Too Many Zooz's songs are marvels of simplicity born of musical complexity. Pellegrino, Doe, and King of Sludge condense multiple -- what might be considered clashing styles -- into a riveting jackhammer brew. King of Sludge's staccato eighth-note rhythms performed on a unique bass drum/cowbell/jamblock/cymbal setup forms the music's gritty rhythmic bed. Matt Doe's trumpet provides melody and harmony, while Leo Pelligrino's saxophone follows rhythm directions and solo revelry.
"I don't like using standardized terms when describing our music," Matt explains. "We're all doing things that are out of the ordinary. I provide the synth sound you would hear in a dance track. Leo plays saxophone but he's also providing the bass sound you would hear in electronic music. When Leo solos, it's like a breakdown when the bass is the featured element of the band. I don't solo per se, but I am playing nearly the entire show. It doesn't make sense for me to play more!"
TMZ's seeds were formed when Indiana native King of Sludge, and Boston-born Pellegrino played in subway busking band, Drumadics. Fellow Manhattan School of Music classmate and Pittsburgh native Doe played in various ensembles with Pellegrino, the threesome eventually busking together by chance -- their chemistry sparking an instant bond.
"From the start, we were all bouncing off each other, listening to each other and not thinking too much," Doe says.
TMZ have collaborated with Galatic, Kreayshawn, Jerry "Wonda" Duplessis, and, of course, Beyoncé.

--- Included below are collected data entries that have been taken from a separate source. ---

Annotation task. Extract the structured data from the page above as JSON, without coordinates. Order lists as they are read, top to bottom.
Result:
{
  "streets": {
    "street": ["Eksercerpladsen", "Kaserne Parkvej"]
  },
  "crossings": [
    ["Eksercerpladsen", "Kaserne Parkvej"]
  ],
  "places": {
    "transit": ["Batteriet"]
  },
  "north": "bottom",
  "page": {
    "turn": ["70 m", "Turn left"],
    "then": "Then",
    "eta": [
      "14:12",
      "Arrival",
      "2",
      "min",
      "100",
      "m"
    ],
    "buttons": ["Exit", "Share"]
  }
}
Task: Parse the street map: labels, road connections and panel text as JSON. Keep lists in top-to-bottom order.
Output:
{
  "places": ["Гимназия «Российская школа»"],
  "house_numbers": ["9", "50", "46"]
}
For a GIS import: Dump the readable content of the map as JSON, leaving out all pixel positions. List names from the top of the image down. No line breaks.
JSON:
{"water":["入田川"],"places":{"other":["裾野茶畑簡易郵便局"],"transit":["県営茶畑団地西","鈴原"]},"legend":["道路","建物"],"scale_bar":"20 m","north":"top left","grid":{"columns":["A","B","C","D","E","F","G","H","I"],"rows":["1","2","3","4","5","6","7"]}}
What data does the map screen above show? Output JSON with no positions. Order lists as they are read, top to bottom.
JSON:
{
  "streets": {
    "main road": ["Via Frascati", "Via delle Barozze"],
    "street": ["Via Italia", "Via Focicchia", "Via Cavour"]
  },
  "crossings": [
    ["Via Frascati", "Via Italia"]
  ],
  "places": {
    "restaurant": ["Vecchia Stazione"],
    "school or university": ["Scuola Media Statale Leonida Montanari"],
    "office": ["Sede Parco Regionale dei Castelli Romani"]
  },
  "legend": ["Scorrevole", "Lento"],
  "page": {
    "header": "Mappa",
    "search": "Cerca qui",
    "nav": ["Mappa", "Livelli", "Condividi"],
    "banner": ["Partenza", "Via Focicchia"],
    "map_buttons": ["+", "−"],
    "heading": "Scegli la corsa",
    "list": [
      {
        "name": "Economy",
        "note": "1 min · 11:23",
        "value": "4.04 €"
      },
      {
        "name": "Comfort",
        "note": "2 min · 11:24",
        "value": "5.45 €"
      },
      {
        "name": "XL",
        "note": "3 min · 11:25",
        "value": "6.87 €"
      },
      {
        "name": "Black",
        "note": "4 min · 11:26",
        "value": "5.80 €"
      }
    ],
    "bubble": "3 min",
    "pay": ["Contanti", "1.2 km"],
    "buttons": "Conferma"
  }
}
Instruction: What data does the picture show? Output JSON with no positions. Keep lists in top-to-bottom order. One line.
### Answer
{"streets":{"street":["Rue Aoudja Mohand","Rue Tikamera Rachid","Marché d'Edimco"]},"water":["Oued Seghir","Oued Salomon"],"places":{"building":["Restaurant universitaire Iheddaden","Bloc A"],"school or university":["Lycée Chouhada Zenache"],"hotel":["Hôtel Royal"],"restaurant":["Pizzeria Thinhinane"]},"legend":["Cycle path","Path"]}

"Knowing that Beyoncé enjoys our music on her own time?" ponders King of Sludge. "That's a great thing."
What's next for TMZ? The trio's upcoming EP will feature a rawer sound, the group returning to their original roots, and most likely, their original 14th Street subway station.
"When we began, it was just trumpet, saxophone and drums," Leo says. "Our first EP was pretty straight up, then we added production and guests and vocalists on Subway Gawdz. This next EP is back to our roots."
Does TMZ recommend the subway path to stardom?
"The subway, then videos and Beyoncé helped propel our popularity," Matt says. "The subway is a great promotional vehicle. There's nowhere else that you can reach such a wide demographic. If you want to get out and be seen and up your numbers, go to the subway. That's always part of our business plan."